In February, during a dormant time for U.S. performances, Stewart was performing his act for the royal family, honored guests, and about 10,000 other onlookers at the Al Ain Aerobatic Show in the United Arab Emirates. It was his second visit—but unlike his first appearance in 2008, this time he flew during a time of high military alert and regional political upheaval (although you wouldn’t have known it from appearances).
“Libya contacted me, but I’m glad that I didn’t go there now,” he said.

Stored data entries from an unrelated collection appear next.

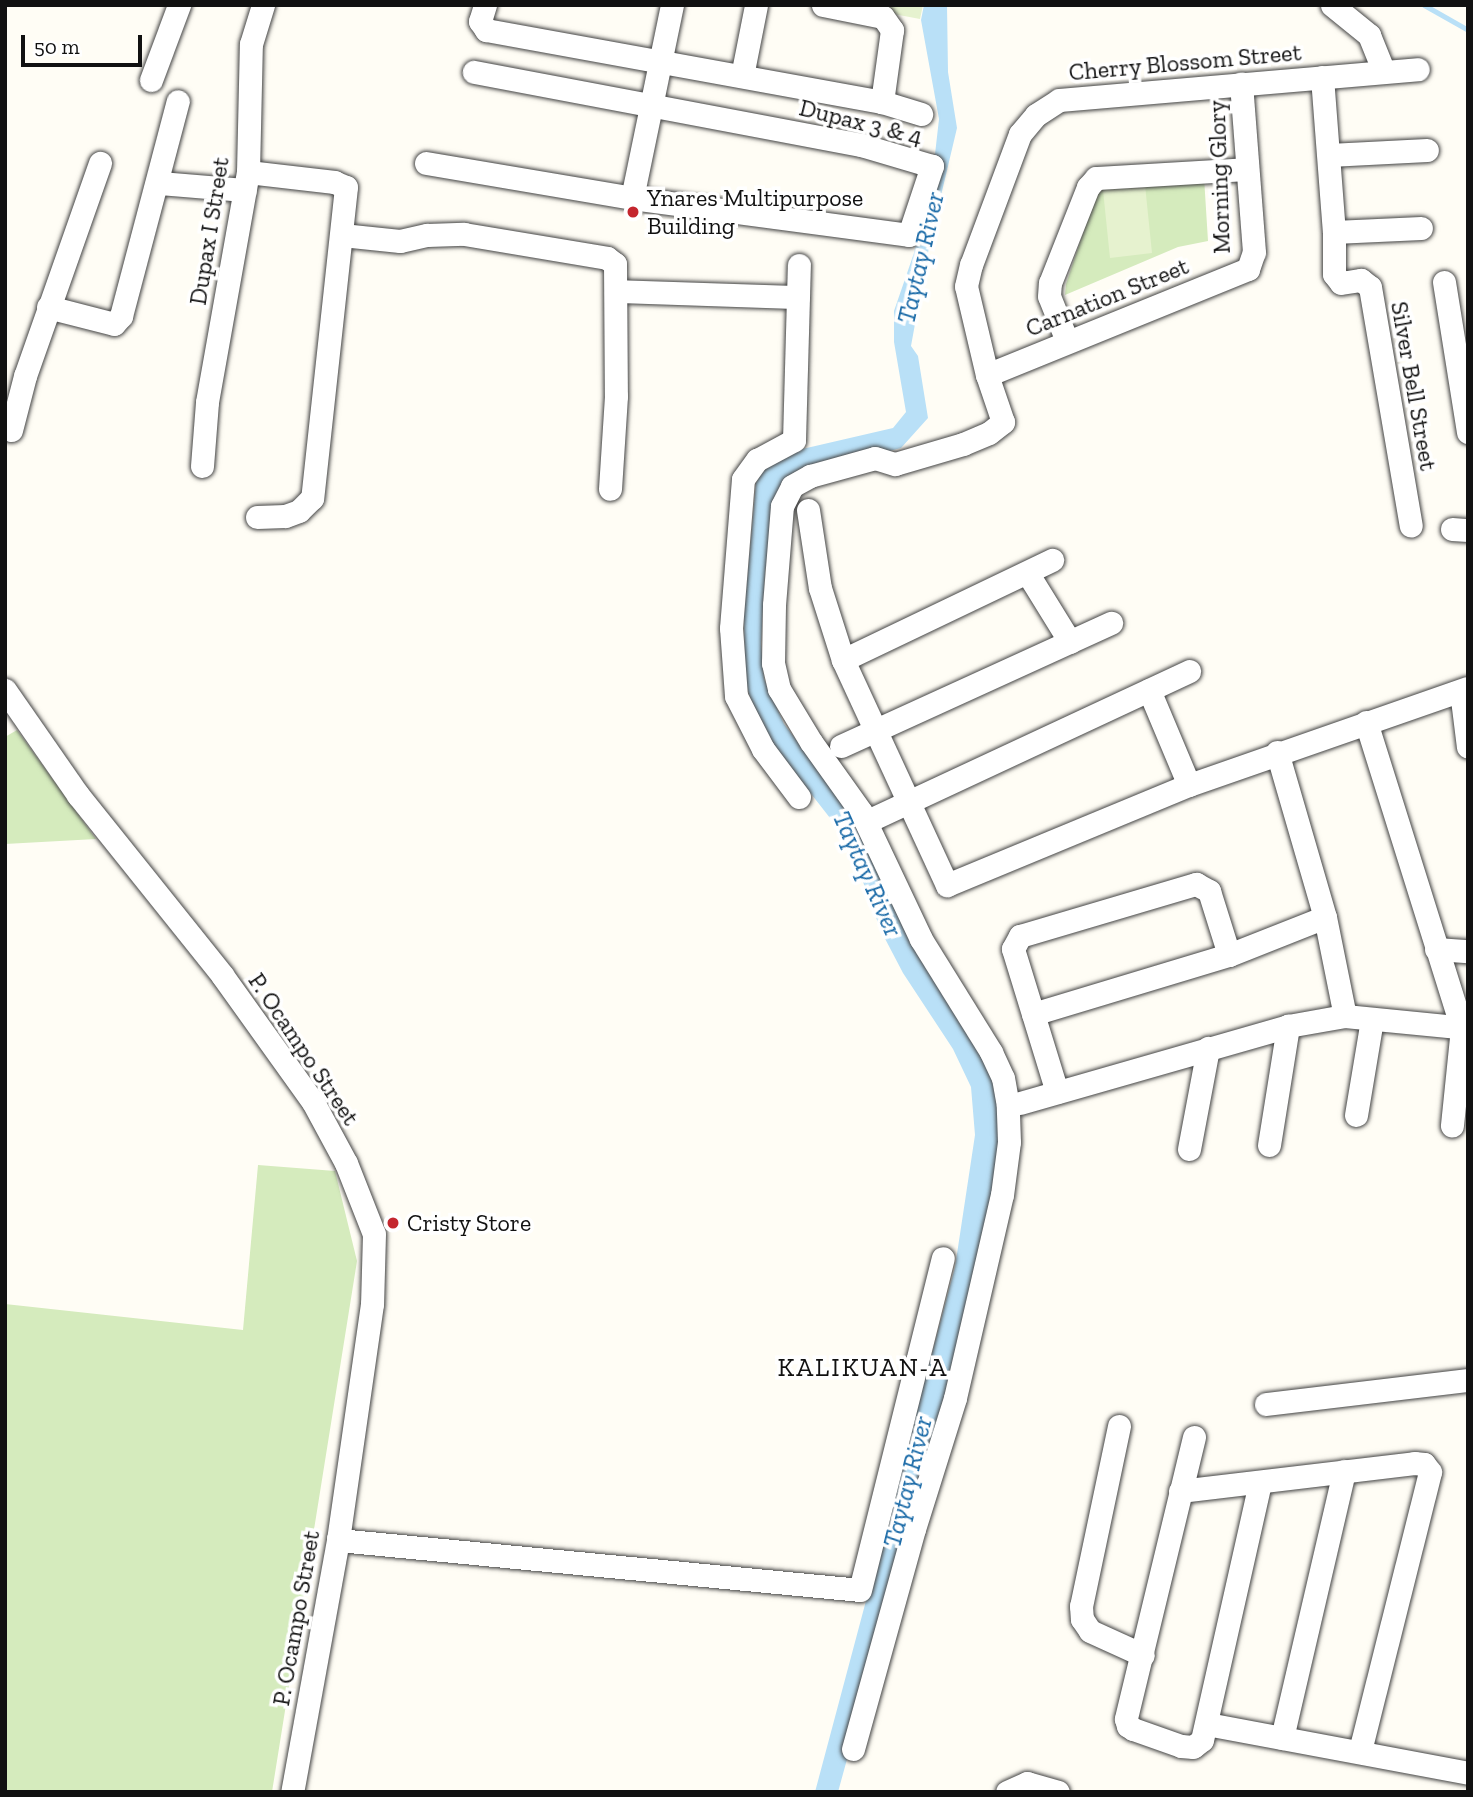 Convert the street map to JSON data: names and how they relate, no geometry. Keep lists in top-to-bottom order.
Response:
{
  "streets": {
    "street": [
      "Cherry Blossom Street",
      "Dupax 3 & 4",
      "Morning Glory",
      "Dupax I Street",
      "Carnation Street",
      "Silver Bell Street",
      "P. Ocampo Street"
    ]
  },
  "crossings": [
    ["Cherry Blossom Street", "Morning Glory"],
    ["Cherry Blossom Street", "Carnation Street"],
    ["Cherry Blossom Street", "Silver Bell Street"],
    ["Morning Glory", "Carnation Street"]
  ],
  "districts": ["KALIKUAN-A"],
  "water": ["Taytay River"],
  "places": ["Ynares Multipurpose Building", "Cristy Store"],
  "scale_bar": "50 m"
} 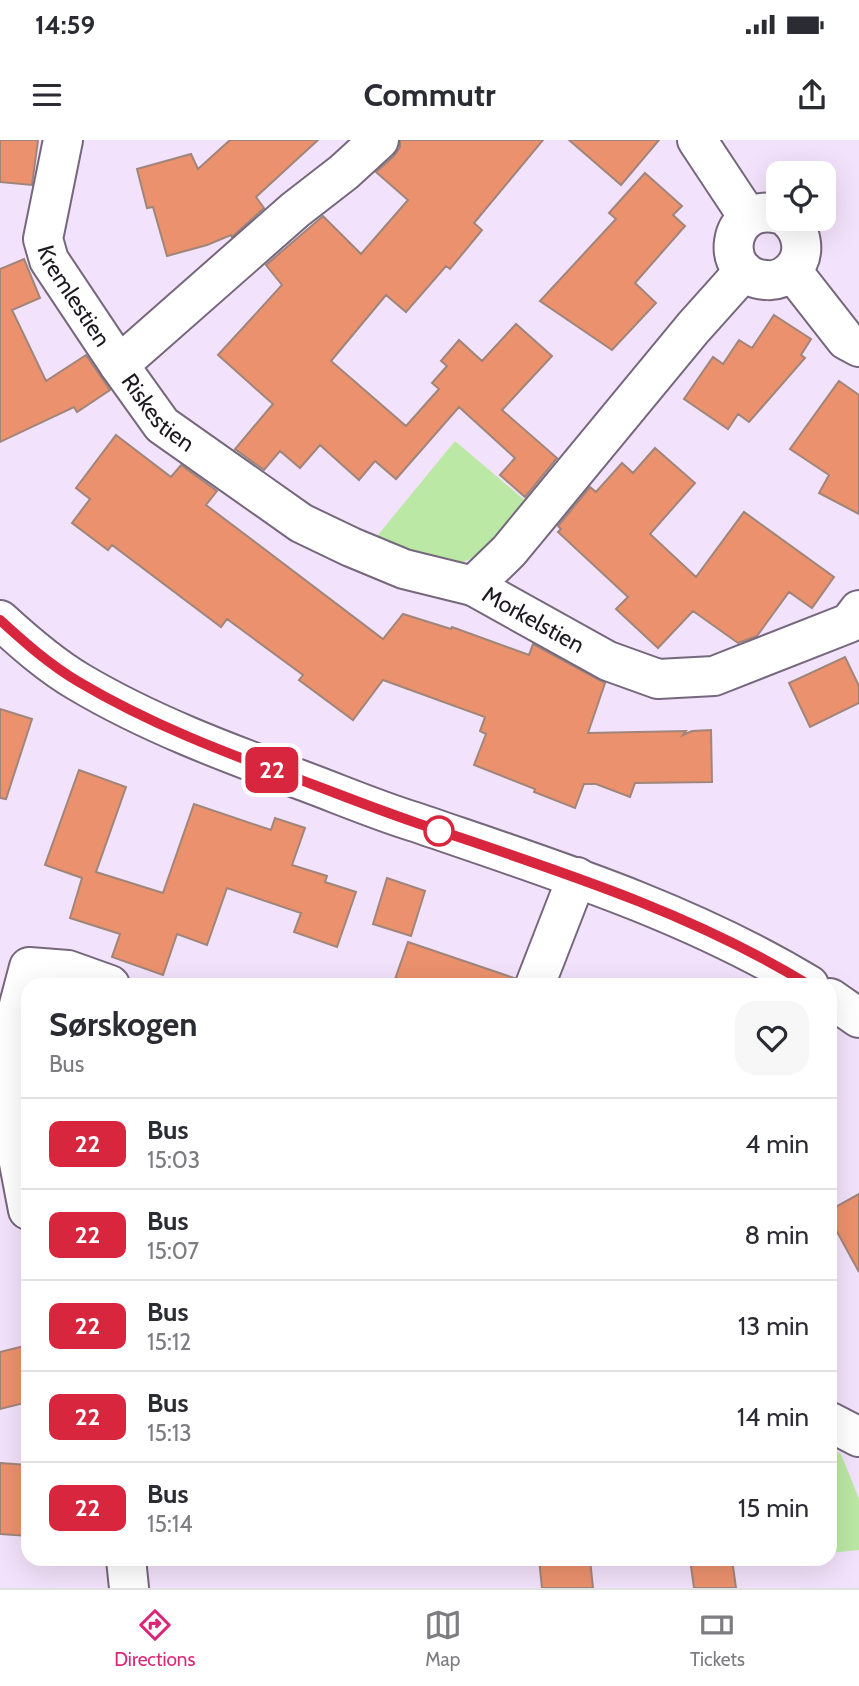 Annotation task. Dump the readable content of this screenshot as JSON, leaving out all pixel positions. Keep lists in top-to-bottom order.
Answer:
{
  "streets": {
    "street": ["Kremlestien", "Riskestien", "Morkelstien"]
  },
  "crossings": [
    ["Kremlestien", "Riskestien"],
    ["Riskestien", "Morkelstien"]
  ],
  "lines": ["bus line 22"],
  "page": {
    "status": "14:59",
    "header": "Commutr",
    "on_map": "22",
    "heading": ["Sørskogen", "Bus"],
    "list": [
      {
        "mark": "22",
        "name": "Bus",
        "note": "15:03",
        "value": "4 min"
      },
      {
        "mark": "22",
        "name": "Bus",
        "note": "15:07",
        "value": "8 min"
      },
      {
        "mark": "22",
        "name": "Bus",
        "note": "15:12",
        "value": "13 min"
      },
      {
        "mark": "22",
        "name": "Bus",
        "note": "15:13",
        "value": "14 min"
      },
      {
        "mark": "22",
        "name": "Bus",
        "note": "15:14",
        "value": "15 min"
      }
    ],
    "tabs": ["Directions", "Map", "Tickets"]
  }
} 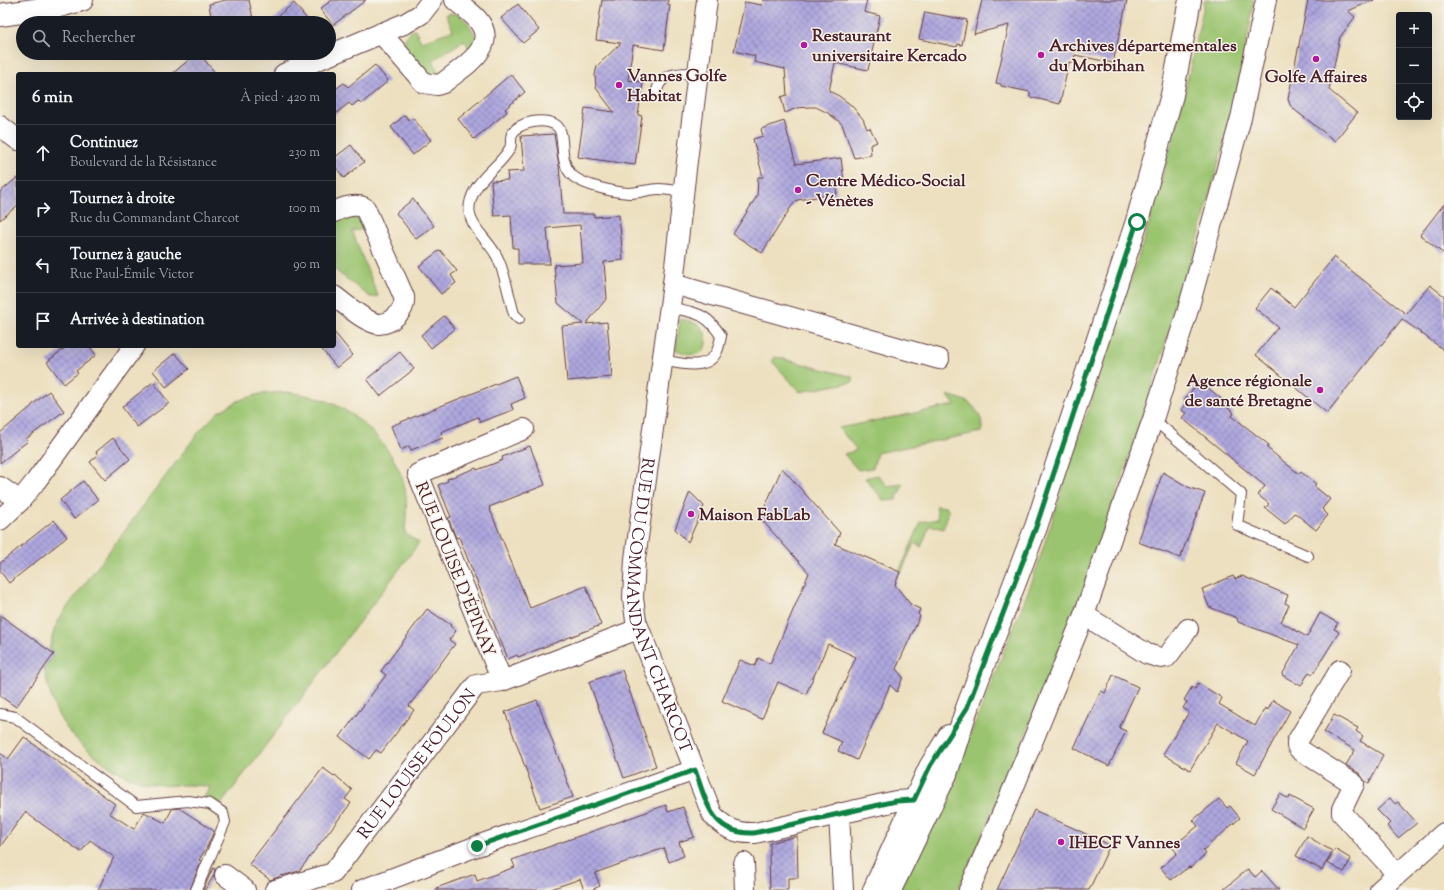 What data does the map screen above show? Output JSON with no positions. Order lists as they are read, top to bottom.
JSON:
{
  "streets": {
    "street": ["RUE LOUISE D'ÉPINAY", "RUE DU COMMANDANT CHARCOT", "RUE LOUISE FOULON"]
  },
  "crossings": [
    ["RUE LOUISE D'ÉPINAY", "RUE LOUISE FOULON"],
    ["RUE DU COMMANDANT CHARCOT", "RUE LOUISE FOULON"]
  ],
  "places": [
    "Restaurant universitaire Kercado",
    "Archives départementales du Morbihan",
    "Golfe Affaires",
    "Vannes Golfe Habitat",
    "Centre Médico-Social - Vénètes",
    "Agence régionale de santé Bretagne",
    "Maison FabLab",
    "IHECF Vannes"
  ],
  "page": {
    "map_buttons": ["+", "−"],
    "search": "Rechercher",
    "heading": ["6 min", "À pied · 420 m"],
    "list": [
      ["Continuez", "Boulevard de la Résistance", "230 m"],
      ["Tournez à droite", "Rue du Commandant Charcot", "100 m"],
      ["Tournez à gauche", "Rue Paul-Émile Victor", "90 m"],
      "Arrivée à destination"
    ]
  }
}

In late March he kicked off the season in the Americas with a show in Santo Domingo, the Dominican Republic. Two days later he headed for Florida to perform at Sun ‘n Fun. His 2011 domestic itinerary has Stewart in performances once or twice a month through November. On Sept. 17 and 18, Millington Regional Jetport will host the Memphis Airshow, with Stewart performing in front of the hometown audience. In October that schedule will be punctuated by a performance in Xian, China, where he’s not sure exactly what kind of audience to expect. January 2012 will find him in El Salvador.
That’s show biz.
It wasn’t always like that for Stewart, who, when not vertical, inverted, rolling, stalling, spinning, or perpetrating some sublime combination of those attitudes and conditions, can be found flying straight-and-level in the left seat of a FedEx Boeing 727.
Back in 2005, AOPA Pilot looked in on him just as he was gaining some “cred” on the airshow circuit. He wasn’t so far beyond the will-fly-aerobatics-for-free stage that he could not recall in entertaining detail how he broke into the biz. One strategy was dropping in before shows in his Pitts S2S in hopes that he could substitute for a booked act that for some reason might have to withdraw.
The year of that interview, he flew 14 shows, and had lowered his altitude waiver, initially 800 feet agl, to Level One Unrestricted. Flying airshows was a hobby, he said; anything beyond that would be gravy.
Now there’s gravy. That schedule is up to 18 or 19 shows a year with the extended, international season’s bookings. And although Stewart says that he flies the same act, with the same margins as before in Prometheus, his thoroughly modified show plane, it’s a whole different ballgame after gaining acceptance.
“Initially there was a lot of fear that I was reckless,” he said. “My style is to appear dangerous. To some people it looked like I was dangerous.”
It was the inspiration and thrill of seeing airshows that made Stewart realize that he wanted to be a pilot. He had the knack for overcoming barriers to entering his chosen field—a trait that he has put to good use whether flying with one engine or three.
The boom-bust cycle of the airline industry was in bust phase when Stewart was nearing readiness to enter the pilot job market. Airlines had furloughed veteran pilots; would-be first officers were paying big dollars for their own training—just for a chance to get on with a regional airline.
Stewart landed a job, but after 15 months, he was laid off. Discouraging.
But then the business cycle rolled over, and things changed for the better. That helped shape a philosophy useful when trying to make it in aviation: Don’t let what is happening right now in your field keep you from doing something you feel you were born to do.
“All of a sudden there will be a boom again,” he said. “The best time to be a student pilot is a time like right now. No one is getting ahead of you.”